I agree. I use a Password manager plus 2-factor authentication. And a VPN. Still nervous.
 
The whole password thing is something that drives me crazy. I have too many things that require passwords and my brain strains at trying to keep up with it all.

I don’t keep password lists for security reasons. I have tried programs that remember the passwords for you but I am also concerned about their security.
password apps are the answer, but you need an app that encrypts the contents well, and you can control where the resulting file(s) reside and can do things like avoid the cloud
 
The whole password thing is something that drives me crazy. I have too many things that require passwords and my brain strains at trying to keep up with it all.

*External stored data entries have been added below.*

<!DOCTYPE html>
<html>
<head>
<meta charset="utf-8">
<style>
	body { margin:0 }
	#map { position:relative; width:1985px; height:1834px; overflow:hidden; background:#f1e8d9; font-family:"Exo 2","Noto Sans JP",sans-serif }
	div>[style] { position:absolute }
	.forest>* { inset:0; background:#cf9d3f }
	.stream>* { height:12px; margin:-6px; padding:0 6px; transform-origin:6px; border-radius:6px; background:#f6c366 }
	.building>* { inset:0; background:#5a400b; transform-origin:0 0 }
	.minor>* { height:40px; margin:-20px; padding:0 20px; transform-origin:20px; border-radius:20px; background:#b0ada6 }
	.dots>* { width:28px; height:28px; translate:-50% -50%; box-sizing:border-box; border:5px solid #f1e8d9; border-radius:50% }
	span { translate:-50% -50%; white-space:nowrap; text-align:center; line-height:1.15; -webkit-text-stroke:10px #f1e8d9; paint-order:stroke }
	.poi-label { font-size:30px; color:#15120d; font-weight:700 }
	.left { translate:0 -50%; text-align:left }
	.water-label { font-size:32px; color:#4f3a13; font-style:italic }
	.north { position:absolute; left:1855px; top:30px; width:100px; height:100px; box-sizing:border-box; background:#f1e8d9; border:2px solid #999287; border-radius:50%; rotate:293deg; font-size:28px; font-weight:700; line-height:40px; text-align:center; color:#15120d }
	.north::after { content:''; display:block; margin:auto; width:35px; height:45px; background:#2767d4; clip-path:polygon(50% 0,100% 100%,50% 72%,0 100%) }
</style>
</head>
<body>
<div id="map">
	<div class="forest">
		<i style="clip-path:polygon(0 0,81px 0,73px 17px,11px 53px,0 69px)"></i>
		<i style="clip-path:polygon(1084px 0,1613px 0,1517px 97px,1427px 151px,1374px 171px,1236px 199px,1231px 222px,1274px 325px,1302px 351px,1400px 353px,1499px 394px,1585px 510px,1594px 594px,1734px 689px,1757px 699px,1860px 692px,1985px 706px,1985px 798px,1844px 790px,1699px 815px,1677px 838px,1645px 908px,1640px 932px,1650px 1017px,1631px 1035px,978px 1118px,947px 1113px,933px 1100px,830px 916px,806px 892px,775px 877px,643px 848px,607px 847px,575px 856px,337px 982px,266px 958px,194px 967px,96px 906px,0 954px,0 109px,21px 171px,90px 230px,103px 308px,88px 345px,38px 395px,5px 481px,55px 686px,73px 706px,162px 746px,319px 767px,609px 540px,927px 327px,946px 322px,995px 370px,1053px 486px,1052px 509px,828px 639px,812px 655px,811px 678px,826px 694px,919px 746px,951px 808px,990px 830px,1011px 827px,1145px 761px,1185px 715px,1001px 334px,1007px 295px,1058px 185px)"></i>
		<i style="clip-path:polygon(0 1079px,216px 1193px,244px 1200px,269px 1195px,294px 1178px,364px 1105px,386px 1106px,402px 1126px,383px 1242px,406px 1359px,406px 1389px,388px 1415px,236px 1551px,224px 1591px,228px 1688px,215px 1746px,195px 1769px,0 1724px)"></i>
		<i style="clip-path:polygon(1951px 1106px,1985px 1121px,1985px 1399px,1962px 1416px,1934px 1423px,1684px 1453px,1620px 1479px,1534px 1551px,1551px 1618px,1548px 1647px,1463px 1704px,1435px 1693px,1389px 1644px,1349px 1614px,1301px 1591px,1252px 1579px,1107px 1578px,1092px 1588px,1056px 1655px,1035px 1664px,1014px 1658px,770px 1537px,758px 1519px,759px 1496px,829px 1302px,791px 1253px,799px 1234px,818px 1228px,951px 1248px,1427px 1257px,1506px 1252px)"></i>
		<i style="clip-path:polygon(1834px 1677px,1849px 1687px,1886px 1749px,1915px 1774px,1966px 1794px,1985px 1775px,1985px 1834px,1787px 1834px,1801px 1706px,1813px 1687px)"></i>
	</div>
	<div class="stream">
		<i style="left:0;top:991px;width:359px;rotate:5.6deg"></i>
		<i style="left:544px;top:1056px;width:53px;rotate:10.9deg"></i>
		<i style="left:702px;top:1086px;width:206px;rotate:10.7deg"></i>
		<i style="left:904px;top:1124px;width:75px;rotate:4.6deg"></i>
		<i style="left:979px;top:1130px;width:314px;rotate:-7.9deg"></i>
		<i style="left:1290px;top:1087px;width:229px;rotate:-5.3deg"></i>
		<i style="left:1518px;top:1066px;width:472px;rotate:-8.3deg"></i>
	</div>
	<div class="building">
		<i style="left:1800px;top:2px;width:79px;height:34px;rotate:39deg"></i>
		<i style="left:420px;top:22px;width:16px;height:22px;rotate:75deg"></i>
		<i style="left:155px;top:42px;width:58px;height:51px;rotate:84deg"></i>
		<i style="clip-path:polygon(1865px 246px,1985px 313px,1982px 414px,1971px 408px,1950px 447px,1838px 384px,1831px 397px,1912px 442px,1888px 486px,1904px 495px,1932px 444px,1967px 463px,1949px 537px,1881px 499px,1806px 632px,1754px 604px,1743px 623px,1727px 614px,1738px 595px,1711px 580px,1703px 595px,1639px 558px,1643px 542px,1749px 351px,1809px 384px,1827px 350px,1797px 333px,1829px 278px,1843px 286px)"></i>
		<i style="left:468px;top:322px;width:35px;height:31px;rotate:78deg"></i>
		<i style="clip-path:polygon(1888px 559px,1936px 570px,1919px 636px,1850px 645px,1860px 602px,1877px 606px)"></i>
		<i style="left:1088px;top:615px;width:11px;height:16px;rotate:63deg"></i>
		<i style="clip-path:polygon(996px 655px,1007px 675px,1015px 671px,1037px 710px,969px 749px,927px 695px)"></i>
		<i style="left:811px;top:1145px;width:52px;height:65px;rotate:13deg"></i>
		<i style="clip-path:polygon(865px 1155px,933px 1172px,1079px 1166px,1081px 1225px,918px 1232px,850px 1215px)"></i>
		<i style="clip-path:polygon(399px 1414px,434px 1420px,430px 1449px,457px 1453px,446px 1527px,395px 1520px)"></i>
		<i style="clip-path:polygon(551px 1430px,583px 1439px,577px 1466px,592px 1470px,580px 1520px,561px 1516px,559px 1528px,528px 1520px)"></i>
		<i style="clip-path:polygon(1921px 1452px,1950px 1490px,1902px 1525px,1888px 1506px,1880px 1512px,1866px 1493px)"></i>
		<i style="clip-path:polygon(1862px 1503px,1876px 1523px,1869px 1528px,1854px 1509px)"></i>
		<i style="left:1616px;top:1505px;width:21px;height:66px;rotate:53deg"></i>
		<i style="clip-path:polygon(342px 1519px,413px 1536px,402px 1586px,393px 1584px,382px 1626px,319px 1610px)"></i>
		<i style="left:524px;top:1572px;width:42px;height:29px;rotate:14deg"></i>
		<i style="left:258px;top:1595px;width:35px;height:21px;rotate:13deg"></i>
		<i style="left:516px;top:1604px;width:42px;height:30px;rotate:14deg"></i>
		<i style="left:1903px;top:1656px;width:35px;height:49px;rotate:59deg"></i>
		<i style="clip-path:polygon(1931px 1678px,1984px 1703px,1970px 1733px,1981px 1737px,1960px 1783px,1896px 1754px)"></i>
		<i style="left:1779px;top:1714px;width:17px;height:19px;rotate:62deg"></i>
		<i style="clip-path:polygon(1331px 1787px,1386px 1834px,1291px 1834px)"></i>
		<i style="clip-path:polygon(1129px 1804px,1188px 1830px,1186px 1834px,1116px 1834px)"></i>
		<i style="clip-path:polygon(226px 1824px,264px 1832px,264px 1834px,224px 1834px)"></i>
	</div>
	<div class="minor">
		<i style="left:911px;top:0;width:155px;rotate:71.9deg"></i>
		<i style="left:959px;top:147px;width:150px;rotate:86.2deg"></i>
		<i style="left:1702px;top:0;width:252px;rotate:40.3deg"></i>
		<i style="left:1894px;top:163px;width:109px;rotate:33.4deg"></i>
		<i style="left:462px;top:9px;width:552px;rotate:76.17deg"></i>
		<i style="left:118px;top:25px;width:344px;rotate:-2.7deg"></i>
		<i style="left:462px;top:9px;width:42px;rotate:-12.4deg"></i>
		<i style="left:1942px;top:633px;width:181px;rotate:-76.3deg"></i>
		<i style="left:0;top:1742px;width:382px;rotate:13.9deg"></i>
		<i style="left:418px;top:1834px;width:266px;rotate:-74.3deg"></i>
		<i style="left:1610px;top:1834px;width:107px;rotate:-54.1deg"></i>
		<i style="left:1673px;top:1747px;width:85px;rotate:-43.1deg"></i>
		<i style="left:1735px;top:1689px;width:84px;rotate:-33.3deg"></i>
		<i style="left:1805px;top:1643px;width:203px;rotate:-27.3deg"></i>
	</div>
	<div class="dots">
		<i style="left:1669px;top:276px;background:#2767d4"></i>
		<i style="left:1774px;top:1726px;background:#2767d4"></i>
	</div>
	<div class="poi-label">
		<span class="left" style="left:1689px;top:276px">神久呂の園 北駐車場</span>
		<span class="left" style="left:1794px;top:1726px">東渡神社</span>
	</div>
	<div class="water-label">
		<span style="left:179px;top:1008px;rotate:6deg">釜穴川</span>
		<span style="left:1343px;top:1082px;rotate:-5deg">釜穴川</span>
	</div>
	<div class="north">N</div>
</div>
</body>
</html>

I don’t keep password lists for security reasons. I have tried programs that remember the passwords for you but I am also concerned about their security. Currently I use a system for creating passwords with a base algorithm that I am obviously not going to share here. Is that a mistake, will an unscrupulous hacker figure that out and suddenly I lost control of everything?

I see the tech world as besieged by spam and fraudsteers. I have been personally hacked a few times but so far have personally avoided losses. I am on constant alert.

All of us waste a huge amount of time, energy and expense on security measures. The justice system seems unable to manage the problem.

I saw the movie Beekeper recently and I found myself cheering the Hollywood solution. We need a Jason Statham to hunt down and wipe out the criminals who terrorize our lives. Of course that is only a fantasy.

Someone needs to come up with an effective technology based solution.

Maybe AI is the answer. We have our own personal AI protecting us. What then stop the AI which is obviously smarter than us from simply taking over and wiping us out.
:eek::eek::eek::eek::eek:
I think most security experts recommend using a good password manager. In addition to keeping, obviously, passwords, you can put things like answers to security questions in the notes for a login. Incidentally, the answers to security questions should probably not be ... real answers. If the question is "what is your mother's maiden name?" answer something like Jennifer Lopez (and since the answers are fake, that's why you need to store them somewhere securely so you can actually answer the questions).

But I fear we are getting off into a tangent, and I'm not helping. I will merely repeat that of the threats to my personal data, my encrypted cloud backups are waay waay down the list of my concerns.